[[ Records to use open ]]

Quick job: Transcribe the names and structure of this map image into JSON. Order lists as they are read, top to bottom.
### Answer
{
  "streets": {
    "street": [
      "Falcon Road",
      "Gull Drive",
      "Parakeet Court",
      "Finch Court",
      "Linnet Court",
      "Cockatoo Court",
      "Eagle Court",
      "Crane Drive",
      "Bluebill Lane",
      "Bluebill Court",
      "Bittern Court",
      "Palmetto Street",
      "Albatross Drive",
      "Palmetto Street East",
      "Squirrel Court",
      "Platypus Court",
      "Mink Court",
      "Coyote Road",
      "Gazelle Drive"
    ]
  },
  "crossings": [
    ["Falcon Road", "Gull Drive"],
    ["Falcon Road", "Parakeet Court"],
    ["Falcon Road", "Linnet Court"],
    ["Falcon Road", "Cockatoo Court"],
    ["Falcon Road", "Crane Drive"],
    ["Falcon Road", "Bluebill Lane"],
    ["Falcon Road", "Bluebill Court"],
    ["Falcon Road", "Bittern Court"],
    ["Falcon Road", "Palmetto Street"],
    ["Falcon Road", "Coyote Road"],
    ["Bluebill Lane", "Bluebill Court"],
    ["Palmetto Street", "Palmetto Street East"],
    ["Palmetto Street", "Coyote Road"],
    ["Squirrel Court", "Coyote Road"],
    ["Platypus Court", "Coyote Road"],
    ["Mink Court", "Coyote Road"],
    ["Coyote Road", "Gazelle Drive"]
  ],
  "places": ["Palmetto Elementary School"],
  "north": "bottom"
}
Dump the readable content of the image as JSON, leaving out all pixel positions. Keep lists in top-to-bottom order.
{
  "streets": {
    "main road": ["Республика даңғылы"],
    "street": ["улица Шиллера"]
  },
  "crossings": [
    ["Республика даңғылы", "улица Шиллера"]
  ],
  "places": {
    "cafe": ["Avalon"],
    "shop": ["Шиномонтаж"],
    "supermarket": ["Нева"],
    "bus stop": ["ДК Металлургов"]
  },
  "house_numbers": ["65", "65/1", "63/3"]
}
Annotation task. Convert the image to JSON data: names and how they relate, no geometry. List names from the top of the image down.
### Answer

[[ Records to use closed ]]

• The task
The records above need to be written out again. Keep them exact.

• Exercise output
Quick job: Transcribe the names and structure of this map image into JSON. Order lists as they are read, top to bottom.
### Answer
{
  "streets": {
    "street": [
      "Falcon Road",
      "Gull Drive",
      "Parakeet Court",
      "Finch Court",
      "Linnet Court",
      "Cockatoo Court",
      "Eagle Court",
      "Crane Drive",
      "Bluebill Lane",
      "Bluebill Court",
      "Bittern Court",
      "Palmetto Street",
      "Albatross Drive",
      "Palmetto Street East",
      "Squirrel Court",
      "Platypus Court",
      "Mink Court",
      "Coyote Road",
      "Gazelle Drive"
    ]
  },
  "crossings": [
    ["Falcon Road", "Gull Drive"],
    ["Falcon Road", "Parakeet Court"],
    ["Falcon Road", "Linnet Court"],
    ["Falcon Road", "Cockatoo Court"],
    ["Falcon Road", "Crane Drive"],
    ["Falcon Road", "Bluebill Lane"],
    ["Falcon Road", "Bluebill Court"],
    ["Falcon Road", "Bittern Court"],
    ["Falcon Road", "Palmetto Street"],
    ["Falcon Road", "Coyote Road"],
    ["Bluebill Lane", "Bluebill Court"],
    ["Palmetto Street", "Palmetto Street East"],
    ["Palmetto Street", "Coyote Road"],
    ["Squirrel Court", "Coyote Road"],
    ["Platypus Court", "Coyote Road"],
    ["Mink Court", "Coyote Road"],
    ["Coyote Road", "Gazelle Drive"]
  ],
  "places": ["Palmetto Elementary School"],
  "north": "bottom"
}
Dump the readable content of the image as JSON, leaving out all pixel positions. Keep lists in top-to-bottom order.
{
  "streets": {
    "main road": ["Республика даңғылы"],
    "street": ["улица Шиллера"]
  },
  "crossings": [
    ["Республика даңғылы", "улица Шиллера"]
  ],
  "places": {
    "cafe": ["Avalon"],
    "shop": ["Шиномонтаж"],
    "supermarket": ["Нева"],
    "bus stop": ["ДК Металлургов"]
  },
  "house_numbers": ["65", "65/1", "63/3"]
}
Annotation task. Convert the image to JSON data: names and how they relate, no geometry. List names from the top of the image down.
### Answer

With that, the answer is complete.